* **Source material**:
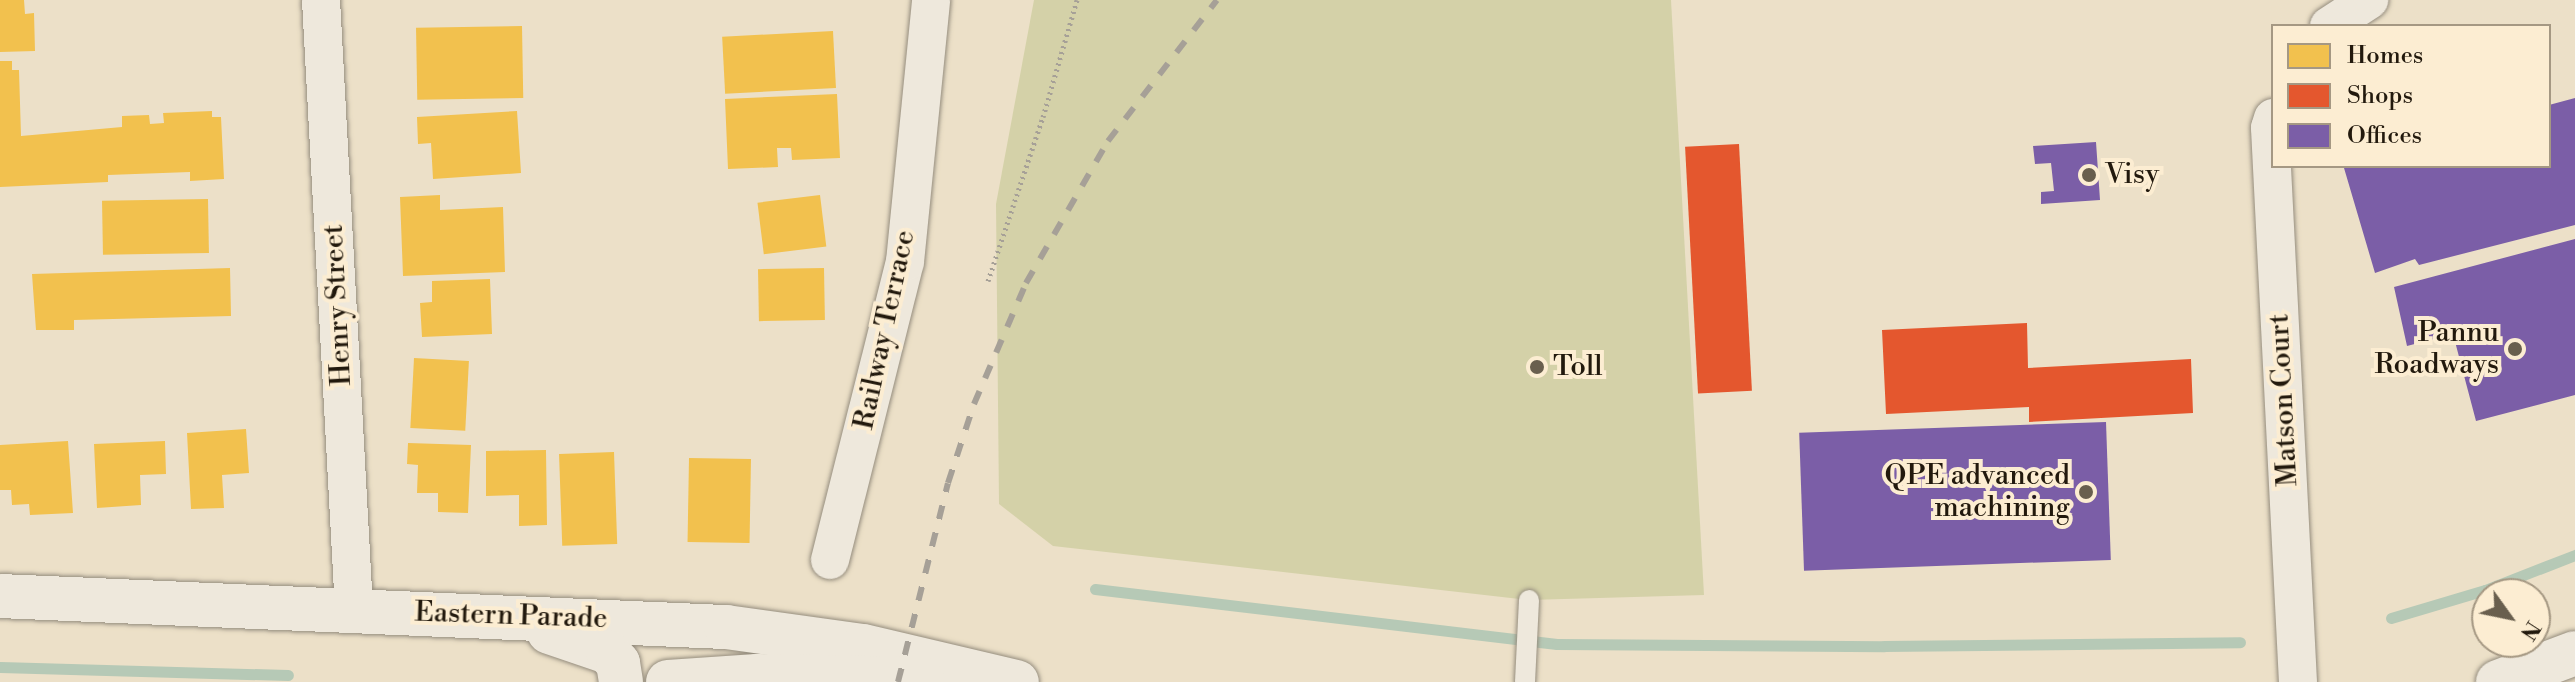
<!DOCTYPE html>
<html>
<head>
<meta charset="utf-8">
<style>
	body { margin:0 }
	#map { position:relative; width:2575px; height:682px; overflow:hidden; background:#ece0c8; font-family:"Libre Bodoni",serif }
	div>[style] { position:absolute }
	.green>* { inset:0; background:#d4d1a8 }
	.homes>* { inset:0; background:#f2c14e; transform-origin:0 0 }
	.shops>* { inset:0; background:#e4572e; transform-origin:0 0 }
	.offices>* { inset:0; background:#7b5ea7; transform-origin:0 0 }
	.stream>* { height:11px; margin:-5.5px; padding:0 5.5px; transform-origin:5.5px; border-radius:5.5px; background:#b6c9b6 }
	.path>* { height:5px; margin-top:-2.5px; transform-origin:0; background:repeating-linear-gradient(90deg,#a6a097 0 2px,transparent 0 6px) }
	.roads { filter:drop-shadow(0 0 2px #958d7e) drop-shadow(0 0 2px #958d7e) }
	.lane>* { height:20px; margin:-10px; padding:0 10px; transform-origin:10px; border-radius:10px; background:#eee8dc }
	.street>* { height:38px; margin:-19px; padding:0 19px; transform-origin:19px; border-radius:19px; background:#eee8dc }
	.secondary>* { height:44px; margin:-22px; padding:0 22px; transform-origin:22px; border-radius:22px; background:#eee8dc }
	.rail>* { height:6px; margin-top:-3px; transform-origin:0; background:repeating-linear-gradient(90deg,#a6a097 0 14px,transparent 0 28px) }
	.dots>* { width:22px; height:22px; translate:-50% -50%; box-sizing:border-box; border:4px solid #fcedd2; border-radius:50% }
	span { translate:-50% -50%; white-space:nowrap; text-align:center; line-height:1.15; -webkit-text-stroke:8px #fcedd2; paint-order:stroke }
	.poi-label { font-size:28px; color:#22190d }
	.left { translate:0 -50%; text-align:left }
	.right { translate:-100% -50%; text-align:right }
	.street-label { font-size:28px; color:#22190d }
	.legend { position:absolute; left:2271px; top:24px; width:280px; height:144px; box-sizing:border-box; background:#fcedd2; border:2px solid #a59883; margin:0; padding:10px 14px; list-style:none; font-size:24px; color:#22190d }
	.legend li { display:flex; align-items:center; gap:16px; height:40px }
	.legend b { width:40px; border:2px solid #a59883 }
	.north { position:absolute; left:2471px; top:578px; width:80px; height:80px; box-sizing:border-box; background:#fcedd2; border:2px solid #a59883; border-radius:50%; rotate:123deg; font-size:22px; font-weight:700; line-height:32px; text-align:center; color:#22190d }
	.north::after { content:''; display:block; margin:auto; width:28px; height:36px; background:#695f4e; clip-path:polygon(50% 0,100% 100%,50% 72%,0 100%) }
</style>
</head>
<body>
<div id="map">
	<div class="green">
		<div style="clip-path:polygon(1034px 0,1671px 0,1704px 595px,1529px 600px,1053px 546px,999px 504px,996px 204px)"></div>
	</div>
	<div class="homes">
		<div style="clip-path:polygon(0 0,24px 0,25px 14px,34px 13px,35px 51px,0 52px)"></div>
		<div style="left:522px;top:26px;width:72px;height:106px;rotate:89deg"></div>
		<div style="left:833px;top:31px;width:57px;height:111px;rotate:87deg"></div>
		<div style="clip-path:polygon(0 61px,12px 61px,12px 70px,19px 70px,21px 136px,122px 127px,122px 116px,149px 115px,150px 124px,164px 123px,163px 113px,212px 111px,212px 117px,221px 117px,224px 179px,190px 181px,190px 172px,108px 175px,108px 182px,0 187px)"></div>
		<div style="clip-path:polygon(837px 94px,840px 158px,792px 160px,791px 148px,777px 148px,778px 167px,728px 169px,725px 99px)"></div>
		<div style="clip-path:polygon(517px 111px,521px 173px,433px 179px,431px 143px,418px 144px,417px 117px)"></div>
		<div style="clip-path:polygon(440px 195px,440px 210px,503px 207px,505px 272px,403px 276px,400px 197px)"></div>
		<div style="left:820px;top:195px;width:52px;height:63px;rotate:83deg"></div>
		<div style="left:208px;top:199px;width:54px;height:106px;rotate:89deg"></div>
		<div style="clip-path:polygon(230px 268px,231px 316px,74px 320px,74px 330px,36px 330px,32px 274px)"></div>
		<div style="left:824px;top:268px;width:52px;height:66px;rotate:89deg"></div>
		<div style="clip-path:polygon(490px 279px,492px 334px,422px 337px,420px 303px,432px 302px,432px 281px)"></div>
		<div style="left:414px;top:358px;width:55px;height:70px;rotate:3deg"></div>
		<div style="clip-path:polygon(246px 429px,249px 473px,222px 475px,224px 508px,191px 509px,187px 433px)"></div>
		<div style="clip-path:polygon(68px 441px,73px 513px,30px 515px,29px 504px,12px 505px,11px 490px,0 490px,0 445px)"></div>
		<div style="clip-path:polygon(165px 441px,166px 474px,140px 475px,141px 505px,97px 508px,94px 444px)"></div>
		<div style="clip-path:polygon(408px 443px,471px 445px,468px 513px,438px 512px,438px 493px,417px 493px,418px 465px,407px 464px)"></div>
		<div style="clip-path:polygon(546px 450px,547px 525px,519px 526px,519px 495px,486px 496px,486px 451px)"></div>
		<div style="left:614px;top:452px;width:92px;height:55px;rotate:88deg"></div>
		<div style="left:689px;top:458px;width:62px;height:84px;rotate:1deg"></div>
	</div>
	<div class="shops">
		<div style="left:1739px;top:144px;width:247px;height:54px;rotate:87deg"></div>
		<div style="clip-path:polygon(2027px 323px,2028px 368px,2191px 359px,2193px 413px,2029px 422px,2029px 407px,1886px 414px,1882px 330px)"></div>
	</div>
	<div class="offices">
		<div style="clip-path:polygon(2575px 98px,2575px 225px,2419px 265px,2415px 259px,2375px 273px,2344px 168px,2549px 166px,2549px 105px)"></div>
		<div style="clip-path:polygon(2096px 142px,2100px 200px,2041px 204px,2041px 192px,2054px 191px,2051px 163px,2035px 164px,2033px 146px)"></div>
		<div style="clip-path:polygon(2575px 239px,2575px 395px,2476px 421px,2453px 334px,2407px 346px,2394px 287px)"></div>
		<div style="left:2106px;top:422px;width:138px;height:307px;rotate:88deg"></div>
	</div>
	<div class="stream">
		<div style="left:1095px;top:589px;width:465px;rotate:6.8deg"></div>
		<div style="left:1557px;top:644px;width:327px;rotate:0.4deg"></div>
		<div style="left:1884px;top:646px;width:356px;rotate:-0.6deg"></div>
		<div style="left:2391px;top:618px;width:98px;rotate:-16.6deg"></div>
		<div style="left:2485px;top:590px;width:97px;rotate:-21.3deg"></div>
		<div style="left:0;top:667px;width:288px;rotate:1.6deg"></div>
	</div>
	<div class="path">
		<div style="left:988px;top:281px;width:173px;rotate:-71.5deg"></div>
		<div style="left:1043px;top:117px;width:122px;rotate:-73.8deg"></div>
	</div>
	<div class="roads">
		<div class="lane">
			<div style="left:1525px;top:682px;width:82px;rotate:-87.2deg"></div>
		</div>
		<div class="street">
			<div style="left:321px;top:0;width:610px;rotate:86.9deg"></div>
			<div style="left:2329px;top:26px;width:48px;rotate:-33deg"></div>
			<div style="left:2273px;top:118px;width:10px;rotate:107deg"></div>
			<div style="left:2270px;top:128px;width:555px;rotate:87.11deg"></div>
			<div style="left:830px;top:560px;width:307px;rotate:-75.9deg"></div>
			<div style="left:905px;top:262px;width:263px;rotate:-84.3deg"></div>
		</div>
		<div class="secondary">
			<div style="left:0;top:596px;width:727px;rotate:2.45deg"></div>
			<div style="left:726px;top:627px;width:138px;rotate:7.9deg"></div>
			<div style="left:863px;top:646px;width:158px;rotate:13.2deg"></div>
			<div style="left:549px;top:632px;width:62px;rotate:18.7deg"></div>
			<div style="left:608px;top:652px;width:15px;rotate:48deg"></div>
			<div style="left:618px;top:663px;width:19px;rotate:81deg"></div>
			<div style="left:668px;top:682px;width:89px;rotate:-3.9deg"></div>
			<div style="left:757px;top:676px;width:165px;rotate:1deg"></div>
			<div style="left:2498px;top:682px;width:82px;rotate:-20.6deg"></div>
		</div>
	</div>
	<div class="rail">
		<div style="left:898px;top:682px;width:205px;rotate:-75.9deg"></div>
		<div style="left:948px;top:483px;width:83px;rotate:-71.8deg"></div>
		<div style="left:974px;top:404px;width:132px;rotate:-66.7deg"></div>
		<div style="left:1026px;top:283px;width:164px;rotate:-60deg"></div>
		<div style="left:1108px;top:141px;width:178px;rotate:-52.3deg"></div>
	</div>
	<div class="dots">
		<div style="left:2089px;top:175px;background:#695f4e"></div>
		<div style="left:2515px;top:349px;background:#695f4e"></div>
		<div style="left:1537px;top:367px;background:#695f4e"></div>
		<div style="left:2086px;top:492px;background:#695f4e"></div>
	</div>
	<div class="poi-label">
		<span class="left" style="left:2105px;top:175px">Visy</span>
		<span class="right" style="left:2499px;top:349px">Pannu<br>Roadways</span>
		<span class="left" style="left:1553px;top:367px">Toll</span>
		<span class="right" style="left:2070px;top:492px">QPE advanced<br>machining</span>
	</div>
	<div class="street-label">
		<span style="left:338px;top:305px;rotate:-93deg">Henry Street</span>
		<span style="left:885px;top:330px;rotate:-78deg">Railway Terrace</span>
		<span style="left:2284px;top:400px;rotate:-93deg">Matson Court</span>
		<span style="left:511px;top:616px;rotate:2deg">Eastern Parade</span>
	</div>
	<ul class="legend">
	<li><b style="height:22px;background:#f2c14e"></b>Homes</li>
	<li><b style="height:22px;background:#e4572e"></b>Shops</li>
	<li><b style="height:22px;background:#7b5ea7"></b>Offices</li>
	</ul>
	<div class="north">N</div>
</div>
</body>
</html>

* **Action item**:
Retype the entries above exactly. Stop after the line containing "display:flex; align-items:center; gap:16px;", and omit the pictures.

* **Output for this task**:
<!DOCTYPE html>
<html>
<head>
<meta charset="utf-8">
<style>
	body { margin:0 }
	#map { position:relative; width:2575px; height:682px; overflow:hidden; background:#ece0c8; font-family:"Libre Bodoni",serif }
	div>[style] { position:absolute }
	.green>* { inset:0; background:#d4d1a8 }
	.homes>* { inset:0; background:#f2c14e; transform-origin:0 0 }
	.shops>* { inset:0; background:#e4572e; transform-origin:0 0 }
	.offices>* { inset:0; background:#7b5ea7; transform-origin:0 0 }
	.stream>* { height:11px; margin:-5.5px; padding:0 5.5px; transform-origin:5.5px; border-radius:5.5px; background:#b6c9b6 }
	.path>* { height:5px; margin-top:-2.5px; transform-origin:0; background:repeating-linear-gradient(90deg,#a6a097 0 2px,transparent 0 6px) }
	.roads { filter:drop-shadow(0 0 2px #958d7e) drop-shadow(0 0 2px #958d7e) }
	.lane>* { height:20px; margin:-10px; padding:0 10px; transform-origin:10px; border-radius:10px; background:#eee8dc }
	.street>* { height:38px; margin:-19px; padding:0 19px; transform-origin:19px; border-radius:19px; background:#eee8dc }
	.secondary>* { height:44px; margin:-22px; padding:0 22px; transform-origin:22px; border-radius:22px; background:#eee8dc }
	.rail>* { height:6px; margin-top:-3px; transform-origin:0; background:repeating-linear-gradient(90deg,#a6a097 0 14px,transparent 0 28px) }
	.dots>* { width:22px; height:22px; translate:-50% -50%; box-sizing:border-box; border:4px solid #fcedd2; border-radius:50% }
	span { translate:-50% -50%; white-space:nowrap; text-align:center; line-height:1.15; -webkit-text-stroke:8px #fcedd2; paint-order:stroke }
	.poi-label { font-size:28px; color:#22190d }
	.left { translate:0 -50%; text-align:left }
	.right { translate:-100% -50%; text-align:right }
	.street-label { font-size:28px; color:#22190d }
	.legend { position:absolute; left:2271px; top:24px; width:280px; height:144px; box-sizing:border-box; background:#fcedd2; border:2px solid #a59883; margin:0; padding:10px 14px; list-style:none; font-size:24px; color:#22190d }
	.legend li { display:flex; align-items:center; gap:16px; height:40px }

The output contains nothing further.